あの日あの時...あの場所で








「豪、なに難しい顔してるの?」

スプーンを銜えたままこちらを見る瑠樹。


...っ...計算なしでこれだからな...思わず漏れる溜め息。


「なんでもねぇよ。ぼーっとしてただけ」

考えてた内容なんて話せる訳ねぇし。


「熱中症?」

伸びてきた瑠樹の手は俺の額に触れる。


柔らかくて小さなその手にドキッと心臓が音を立てる。


「熱はないかぁ。水分と塩分の補給した方が良いよ」

すっと引いていく瑠樹の手に寂しさを感じた。

こいつは、躊躇もなく俺に触れてくる。


咲留さんに触れるように。


男として意識されてないのなんて分かってる。


だけど、一歩踏み込んでこの関係が壊れちまうのが怖い。


瑠樹とのこの関係が今の俺には、とても大切だった。


踏み込んで拒絶された時、この関係まで無くなってしまうのが嫌だ。

瑠樹に触れられなくなるのは、とても辛いんだ。

だから、瑠樹が気付いた時に、俺の側を離れられなくなるほどに、俺の存在を瑠樹の中に植え付けておきてぇ。

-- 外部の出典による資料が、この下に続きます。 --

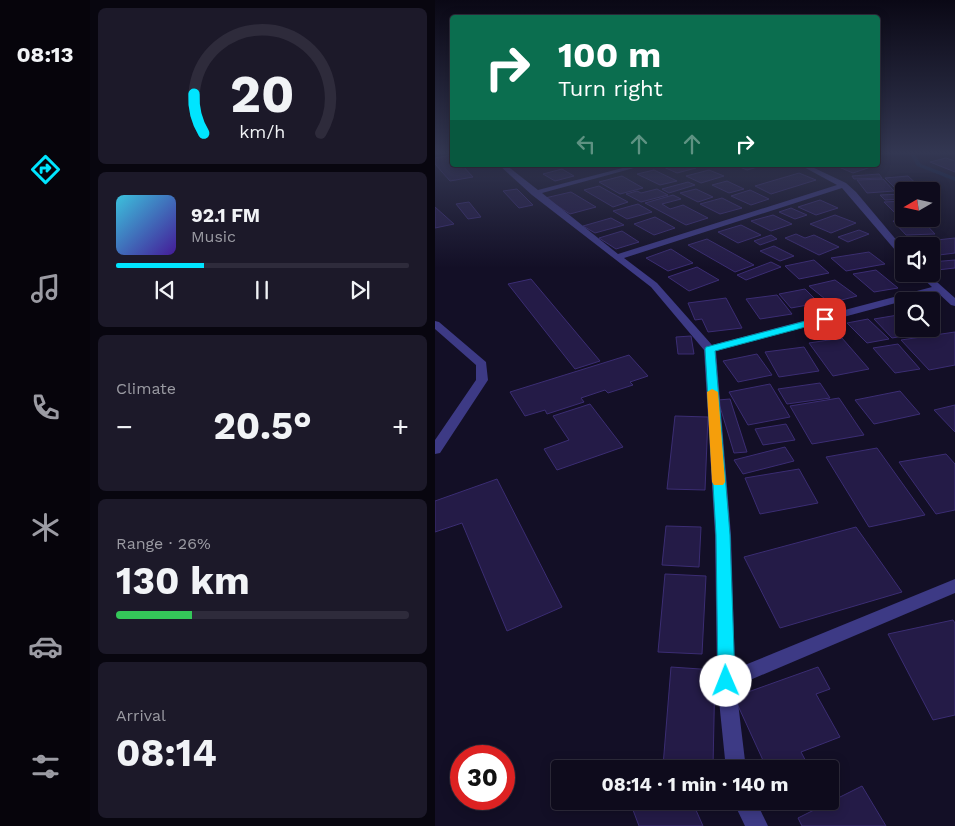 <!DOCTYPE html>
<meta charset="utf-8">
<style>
body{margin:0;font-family:"Work Sans",sans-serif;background:#1c1929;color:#f1f3f6;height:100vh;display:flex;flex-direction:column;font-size:19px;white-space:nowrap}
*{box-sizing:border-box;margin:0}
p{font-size:16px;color:#9b9ba3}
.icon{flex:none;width:28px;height:28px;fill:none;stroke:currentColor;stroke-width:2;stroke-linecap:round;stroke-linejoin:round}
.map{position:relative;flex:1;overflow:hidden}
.sheet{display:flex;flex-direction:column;gap:8px;padding:8px;background:#08060f;width:345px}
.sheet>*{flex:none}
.top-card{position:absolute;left:15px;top:15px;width:430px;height:152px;border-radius:5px;box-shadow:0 2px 12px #0003,0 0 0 1px #2e2b3b;background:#0b6e4f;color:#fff;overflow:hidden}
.needle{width:32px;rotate:261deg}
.buttons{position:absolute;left:460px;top:182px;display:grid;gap:10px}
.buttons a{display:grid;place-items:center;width:45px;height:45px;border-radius:5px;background:#0e0b1c;box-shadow:0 2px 12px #0003,0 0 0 1px #2e2b3b;font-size:25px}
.speed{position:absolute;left:15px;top:745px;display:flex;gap:10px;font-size:25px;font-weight:700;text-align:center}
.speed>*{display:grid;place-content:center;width:65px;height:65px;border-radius:50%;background:#0e0b1c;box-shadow:0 2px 12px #0003,0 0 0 1px #2e2b3b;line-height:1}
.speed .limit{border:8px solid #d22;background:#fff;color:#111}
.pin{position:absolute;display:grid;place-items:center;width:42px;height:42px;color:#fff;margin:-21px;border-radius:10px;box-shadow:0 2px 8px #0006}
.me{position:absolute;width:55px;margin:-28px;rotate:359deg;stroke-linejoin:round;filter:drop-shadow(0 0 4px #0008)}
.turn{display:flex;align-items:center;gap:18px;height:105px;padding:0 25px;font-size:22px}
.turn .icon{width:65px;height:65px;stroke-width:2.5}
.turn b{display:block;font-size:35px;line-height:42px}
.lanes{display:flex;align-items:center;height:48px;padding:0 25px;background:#0003;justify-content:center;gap:25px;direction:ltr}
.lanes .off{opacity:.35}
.big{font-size:38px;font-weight:700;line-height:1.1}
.sheet .card{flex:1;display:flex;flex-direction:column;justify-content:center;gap:8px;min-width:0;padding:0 18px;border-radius:8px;background:#1c1929}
.sheet .dial{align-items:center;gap:0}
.dial svg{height:130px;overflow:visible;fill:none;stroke:#2e2b3b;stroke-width:7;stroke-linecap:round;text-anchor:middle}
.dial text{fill:#f1f3f6;stroke:none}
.song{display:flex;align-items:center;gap:15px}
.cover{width:60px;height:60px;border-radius:8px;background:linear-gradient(135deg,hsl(190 70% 55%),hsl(260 70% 35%))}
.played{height:5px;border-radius:2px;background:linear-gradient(90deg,#00e5ff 30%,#2e2b3b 30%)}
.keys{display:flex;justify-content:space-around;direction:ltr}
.heat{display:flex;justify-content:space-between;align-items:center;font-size:28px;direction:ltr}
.charge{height:8px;border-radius:4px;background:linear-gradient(90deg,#34c759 26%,#2e2b3b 0)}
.trip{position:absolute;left:116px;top:760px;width:288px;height:50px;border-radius:5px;background:#0e0b1c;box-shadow:0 2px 12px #0003,0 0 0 1px #2e2b3b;font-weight:700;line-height:50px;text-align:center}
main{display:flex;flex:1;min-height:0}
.tab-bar{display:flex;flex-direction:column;width:90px;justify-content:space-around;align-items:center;background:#06040b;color:#9b9ba3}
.tab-bar .icon{width:35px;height:35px}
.tab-bar .on{color:#00e5ff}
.tab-bar b{font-size:22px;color:#f1f3f6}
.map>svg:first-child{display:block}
</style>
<main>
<nav class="tab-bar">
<b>08:13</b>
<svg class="icon on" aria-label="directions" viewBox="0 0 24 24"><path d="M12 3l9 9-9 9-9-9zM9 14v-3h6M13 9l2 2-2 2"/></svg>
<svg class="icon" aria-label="music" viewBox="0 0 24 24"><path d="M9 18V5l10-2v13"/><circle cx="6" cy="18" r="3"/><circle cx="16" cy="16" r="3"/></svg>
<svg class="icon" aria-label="phone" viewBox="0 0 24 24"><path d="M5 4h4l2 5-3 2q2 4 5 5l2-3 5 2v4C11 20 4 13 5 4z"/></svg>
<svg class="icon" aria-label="climate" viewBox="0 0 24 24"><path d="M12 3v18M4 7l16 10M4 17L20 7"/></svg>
<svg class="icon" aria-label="car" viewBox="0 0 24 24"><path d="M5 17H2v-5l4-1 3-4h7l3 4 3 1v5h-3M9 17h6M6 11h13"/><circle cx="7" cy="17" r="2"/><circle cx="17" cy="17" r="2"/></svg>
<svg class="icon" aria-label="filters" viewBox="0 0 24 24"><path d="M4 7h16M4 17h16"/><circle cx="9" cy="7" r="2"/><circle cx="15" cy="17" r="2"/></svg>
</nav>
<section class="sheet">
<div class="card dial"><svg viewBox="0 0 100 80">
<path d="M14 69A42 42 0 1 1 86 69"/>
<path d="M14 69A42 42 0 0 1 8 45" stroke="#00e5ff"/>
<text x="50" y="56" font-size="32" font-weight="700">20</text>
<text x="50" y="72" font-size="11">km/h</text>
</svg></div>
<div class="card">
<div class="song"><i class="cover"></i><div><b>92.1 FM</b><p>Music</p></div></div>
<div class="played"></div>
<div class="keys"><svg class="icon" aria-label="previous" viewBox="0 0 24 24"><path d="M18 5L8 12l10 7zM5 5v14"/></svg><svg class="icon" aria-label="pause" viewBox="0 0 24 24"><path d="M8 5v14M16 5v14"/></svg><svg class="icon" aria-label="next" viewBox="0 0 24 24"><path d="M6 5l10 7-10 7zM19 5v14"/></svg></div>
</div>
<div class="card"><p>Climate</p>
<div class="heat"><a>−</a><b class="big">20.5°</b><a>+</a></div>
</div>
<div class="card"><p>Range · 26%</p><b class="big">130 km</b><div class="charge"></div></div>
<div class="card"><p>Arrival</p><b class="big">08:14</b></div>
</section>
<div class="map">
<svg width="520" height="826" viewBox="0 0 520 826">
<rect width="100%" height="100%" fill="#130f26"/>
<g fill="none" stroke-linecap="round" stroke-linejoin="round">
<polygon fill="#0a1f44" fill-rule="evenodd" points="474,152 478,152 486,164 520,177 520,181 482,166"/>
</g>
<g fill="#241b47" stroke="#3b2d73">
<polygon points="17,155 18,165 27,165 38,177 15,181 0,164 0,158"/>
<polygon points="511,158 520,161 520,172 495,162"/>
<polygon points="224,165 254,165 261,168 242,173"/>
<polygon points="300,165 330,165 312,170"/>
<polygon points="399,165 442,165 418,173"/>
<polygon points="127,169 139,176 120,181 108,174"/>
<polygon points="219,170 242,181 225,185 202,174"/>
<polygon points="274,170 289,176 266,183 251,176"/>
<polygon points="364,173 381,180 336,194 320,186"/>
<polygon points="444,174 447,178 419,179 417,176"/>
<polygon points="187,176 208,188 185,194 164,182"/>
<polygon points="473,176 487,189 463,191 450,178"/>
<polygon points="448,179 459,191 432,193 422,180"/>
<polygon points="292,181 309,189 294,193 277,185"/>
<polygon points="253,182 260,185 234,193 227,189"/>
<polygon points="164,186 193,202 178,207 149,190"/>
<polygon points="82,189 98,205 84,208 68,191"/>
<polygon points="222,189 233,195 206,202 191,194 202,191 206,193"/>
<polygon points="261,189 278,197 263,202 245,193"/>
<polygon points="315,190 334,199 316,205 296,196"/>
<polygon points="136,192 161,207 135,214 110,198"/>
<polygon points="469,194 469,199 450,200 445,195"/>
<polygon points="238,195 246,199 227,204 235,209 248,205 273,218 251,225 210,203"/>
<polygon points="287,198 307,208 285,214 265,204"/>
<polygon points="385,200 403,208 381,215 363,207"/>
<polygon points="469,201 469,212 460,213 449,202"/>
<polygon points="34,202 46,217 33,219 21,204"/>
<polygon points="203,204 217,212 192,219 178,211"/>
<polygon points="0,207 19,224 0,228"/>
<polygon points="356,208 372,215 360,219 344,212"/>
<polygon points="338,215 357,224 336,231 316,221"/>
<polygon points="400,215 421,223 396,233 375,224"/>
<polygon points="220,217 240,228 219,235 199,224"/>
<polygon points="176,218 189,225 160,233 148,226"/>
<polygon points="487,220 500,234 471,235 458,221"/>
<polygon points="306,225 326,235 303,243 283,232"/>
<polygon points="424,230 434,234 413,242 403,237"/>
<polygon points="187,231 204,242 181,249 164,238"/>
<polygon points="361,234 370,238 379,235 404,247 384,255 350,238"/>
<polygon points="336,235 342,239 325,245 319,241"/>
<polygon points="520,238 520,253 496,256 496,246 478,246 474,243"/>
<polygon points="272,239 319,265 300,272 253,245"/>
<polygon points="339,246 359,256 345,261 325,251"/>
<polygon points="236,249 258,263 233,271 211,258"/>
<polygon points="434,252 450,264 411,271 396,258"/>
<polygon points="379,260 394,273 364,279 350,266"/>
<polygon points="520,260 520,268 502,270 496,265 496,262"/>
<polygon points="336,262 346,267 311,280 302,275"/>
<polygon points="262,267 284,280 254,291 233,277"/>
<polygon points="441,270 463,288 439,292 418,274"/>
<polygon points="96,279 165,361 140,369 73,284"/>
<polygon points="400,280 422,296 395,303 374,286"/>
<polygon points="370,289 384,303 356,308 344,294"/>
<polygon points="342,295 357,314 325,319 311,299"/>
<polygon points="291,298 307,328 273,332 267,319 260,320 253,303"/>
<polygon points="469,314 469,329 496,329 496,324 503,330 457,338 439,319"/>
<polygon points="433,319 454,339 432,343 412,323"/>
<polygon points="520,332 520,365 494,370 466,340"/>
<polygon points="256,336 259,354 243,354 241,337"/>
<polygon points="407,338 434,369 398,376 374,343"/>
<polygon points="463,344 485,369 460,373 438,348"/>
<polygon points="369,347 384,371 344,377 330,352"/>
<polygon points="322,354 337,375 303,382 288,361"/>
<polygon points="194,355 213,376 195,382 198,385 173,393 170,390 146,398 149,402 112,414 110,410 90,416 75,392"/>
<polygon points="385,383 395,398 352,404 343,389"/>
<polygon points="335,384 355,417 313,425 294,392"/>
<polygon points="465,391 485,414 439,424 420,400"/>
<polygon points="404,398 429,435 377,444 355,406"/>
<polygon points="295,399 312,452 299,453 283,400"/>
<polygon points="155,404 188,447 122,470 109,449 134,440 118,416"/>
<polygon points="520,405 520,432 499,410"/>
<polygon points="240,416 273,417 270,490 232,489"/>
<polygon points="351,424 360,440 328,445 320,429"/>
<polygon points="350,447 359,461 308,474 299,460"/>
<polygon points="442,448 490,515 434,527 391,457"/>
<polygon points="511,454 520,464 520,510 501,514 464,462"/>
<polygon points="364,469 383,503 325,514 310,478"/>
<polygon points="62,479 127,607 72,631 27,523 0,532 0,501"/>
<polygon points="231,526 266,527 264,567 227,565"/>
<polygon points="421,527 467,592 345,628 309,557"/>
<polygon points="230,574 271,576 267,654 223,652"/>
<polygon points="518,620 520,623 520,715 498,720 453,634"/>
<polygon points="236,667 280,670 278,768 228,766"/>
<polygon points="383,667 395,689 381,694 405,737 366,752 375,769 332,769 299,697"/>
<polygon points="427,786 451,826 367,826 363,818"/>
<polygon points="218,801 257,801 268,826 204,826 198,810"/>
</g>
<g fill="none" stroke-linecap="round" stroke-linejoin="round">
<polygon fill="#3d3a85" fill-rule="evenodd" points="0,321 4,322 51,362 53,380 5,453 0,454 0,440 41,380 41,365 0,329"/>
<g fill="#3d3a85" fill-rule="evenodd">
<polygon points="64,165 71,165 103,190 199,165 210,165 107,193 183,254 402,185 365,165 373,165 411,183 421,192 469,249 469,258 466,257 407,188 189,258 222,283 277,345 497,287 483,274 493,274 520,298 520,306 516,305 502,292 281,351 296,535 300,669 520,579 520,593 301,686 311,769 291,769 282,681 280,535 269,350 216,287 97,195"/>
<polygon points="298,801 321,801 333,826 310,826"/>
</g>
</g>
<linearGradient id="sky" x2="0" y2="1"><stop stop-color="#0a0815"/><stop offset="0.57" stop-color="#333752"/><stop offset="1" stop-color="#333752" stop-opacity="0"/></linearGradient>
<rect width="520" height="268" fill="url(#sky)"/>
<polygon fill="#00e5ff" stroke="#0095a6" points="390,316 393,317 393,321 280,351 295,535 300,681 297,686 291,688 285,686 283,681 281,535 270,349 271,347"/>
<polygon fill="#f59e0b" points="277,389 283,392 290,482 288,485 279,485 277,482 272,392"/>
</svg>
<div class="buttons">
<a><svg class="needle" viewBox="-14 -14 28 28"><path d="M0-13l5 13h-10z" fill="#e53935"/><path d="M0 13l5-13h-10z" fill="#9b9ba3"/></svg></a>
<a><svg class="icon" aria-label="sound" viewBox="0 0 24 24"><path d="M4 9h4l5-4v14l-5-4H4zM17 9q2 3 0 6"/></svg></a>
<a><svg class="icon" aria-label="search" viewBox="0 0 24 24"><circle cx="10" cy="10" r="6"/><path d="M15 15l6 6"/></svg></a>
</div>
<div class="speed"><div class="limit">30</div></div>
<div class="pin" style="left:390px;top:319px;background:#d93025"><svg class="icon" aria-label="arrive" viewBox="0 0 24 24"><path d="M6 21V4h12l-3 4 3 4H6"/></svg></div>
<svg class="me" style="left:291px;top:681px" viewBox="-20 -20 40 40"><circle r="19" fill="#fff"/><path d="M0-13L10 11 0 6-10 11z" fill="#00e5ff"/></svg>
<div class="trip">08:14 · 1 min · 140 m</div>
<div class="top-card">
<div class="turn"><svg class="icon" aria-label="right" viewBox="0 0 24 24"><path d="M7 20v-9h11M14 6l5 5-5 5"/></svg><div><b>100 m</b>Turn right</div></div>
<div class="lanes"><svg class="icon off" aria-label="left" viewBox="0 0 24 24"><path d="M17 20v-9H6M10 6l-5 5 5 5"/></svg><svg class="icon off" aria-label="ahead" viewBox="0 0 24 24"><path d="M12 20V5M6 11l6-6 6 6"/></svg><svg class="icon off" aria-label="ahead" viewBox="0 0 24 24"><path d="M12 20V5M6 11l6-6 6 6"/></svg><svg class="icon" aria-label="right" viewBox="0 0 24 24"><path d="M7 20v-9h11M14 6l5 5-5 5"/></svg></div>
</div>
</div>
</main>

甘やかして、大切にして、俺が居なきゃ生きられねぇぐらいに依存させてやる。


異常だと笑われても良い。


それぐらい瑠樹が欲しくて堪らねぇんだ。


咲留さんよりも、誰よりも、瑠樹の側に居るのが俺でありたい。



「ちょっと、睡眠不足なだけだ。心配ねぇよ」

俺を心配そうに見る瑠樹にクククと笑ってそう告げる。


「寝不足?」

小首を傾げた瑠樹に、


「後数日で、夜叉の巣窟の明け渡しが有りますからね。色々と準備に忙しいんですよ。向こうに移るまでの辛抱です」

と説明したのは夏樹。


「そっかぁ、移るのも色々有るんだね。私に出来ることがあったら言ってね」

と俺を見た瑠樹の頭をやわやわと撫でた。


「ありがとうな?そんときは頼む」

「うん、いつでもどうぞ」

その微笑みで、疲れもぶっ飛ぶ。


夏樹の言う通り、夜は明け渡しの準備で色々忙しく動いてる。


源治さんの後を引き継いで頭になるためには、系列への挨拶や今後の方針を詰めたりしなきゃなんねぇ。


面倒臭せぇけど、あの場所はそれほどに大事で、大きな意味を持つ場所だから仕方ねぇ。


俺が南の頂点だと言われてても、それは高校のガキの間での話で。


源治さんや咲留さん達から見れば、ただのガキの遊びにすぎなくて。


あの人達が作り上げた平和の上に成り立ってる遊びなんだ。



そんな人達が統べていた場所を引き継ぐと言うことは、重みと大きな意味を持つ。